France: Claude Guéant sera jugé pour détournement de fonds

 

 

L’ex-directeur général de la police nationale Michel Gaudin est également cité à comparaître dans cette affaire. Les faits reprochés à ces deux proches de Nicolas Sarkozy remontent à 2002-2004. Claude Guéant était alors directeur de cabinet de M. Sarkozy au ministère de l’Intérieur. Il devra répondre de complicité et recel de détournement de fonds publics. Il est accusé d’avoir perçu quelque 10’000 euros mensuels non déclarés durant cette période.

Michel Gaudin a été renvoyé de son côté pour détournement.
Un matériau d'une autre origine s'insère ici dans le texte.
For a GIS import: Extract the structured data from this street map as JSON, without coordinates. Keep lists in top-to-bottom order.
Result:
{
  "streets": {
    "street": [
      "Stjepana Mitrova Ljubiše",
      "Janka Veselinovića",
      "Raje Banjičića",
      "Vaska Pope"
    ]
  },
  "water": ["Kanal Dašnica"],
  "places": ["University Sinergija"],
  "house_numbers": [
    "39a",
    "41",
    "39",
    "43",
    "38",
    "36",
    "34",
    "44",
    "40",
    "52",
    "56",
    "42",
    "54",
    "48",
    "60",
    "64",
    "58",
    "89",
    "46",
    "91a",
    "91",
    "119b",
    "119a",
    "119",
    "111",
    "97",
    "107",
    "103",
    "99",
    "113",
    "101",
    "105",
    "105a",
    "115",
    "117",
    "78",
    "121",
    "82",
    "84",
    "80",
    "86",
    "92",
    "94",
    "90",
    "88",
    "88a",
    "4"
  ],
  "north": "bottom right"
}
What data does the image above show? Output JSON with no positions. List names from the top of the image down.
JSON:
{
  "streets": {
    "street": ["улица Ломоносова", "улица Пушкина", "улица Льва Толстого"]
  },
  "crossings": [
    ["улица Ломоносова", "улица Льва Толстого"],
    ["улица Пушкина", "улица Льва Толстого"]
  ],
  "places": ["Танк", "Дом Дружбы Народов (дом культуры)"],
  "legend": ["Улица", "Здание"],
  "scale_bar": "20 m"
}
Il était chargé au moment des faits des fonds ayant servi à verser les primes incriminées.

M. Guéant avait lui-même affirmé avoir touché des primes en liquide pour s’expliquer sur des factures payées en espèces et retrouvées à son domicile, lors d’une perquisition dans le cadre d’une autre enquête portant sur le financement de la campagne présidentielle victorieuse de M. Sarkozy en 2007.

Trois préfets sont également cités, tous trois pour «recel de détournement de fonds publics». Les audiences auront lieu les 27 et 28 septembre et les 1er et 7 octobre.

«Comme un voleur de mobylette»

L’avocat de Claude Guéant, Philippe Bouchez-El Ghozi, a regretté que celui-ci soit renvoyé en correctionnelle «à la va-vite (…) comme un voleur de mobylette (…) alors qu’il y a eu quand même deux ans d’enquête préliminaire, que mon client n’a été entendu qu’une seule fois en deux années».

«On veut juger des pratiques qui ont eu lieu pendant 70 ans et ont concerné des milliers de fonctionnaires», a-t-il ajouté, en rappelant que les faits étaient «très anciens». L’avocat s’est en outre interrogé sur le «calendrier» et la procédure.

«Je ne vois pas ce qui justifiait, deux mois avant les échéances électorales (régionales, ndlr) du mois de décembre, de se précipiter pour renvoyer un dossier où on nous a privé du contradictoire en ne désignant pas un juge d’instruction qui nous aurait permis de nous défendre en amont», a-t-il dit.

Claude Guéant est par ailleurs mis en examen pour faux, usage de faux et blanchiment de fraude fiscale dans une enquête sur l’origine de 500’000 euros versés sur son compte, somme qu’il avait justifiée par la vente de tableaux d’un peintre flamand à un avocat malaisien.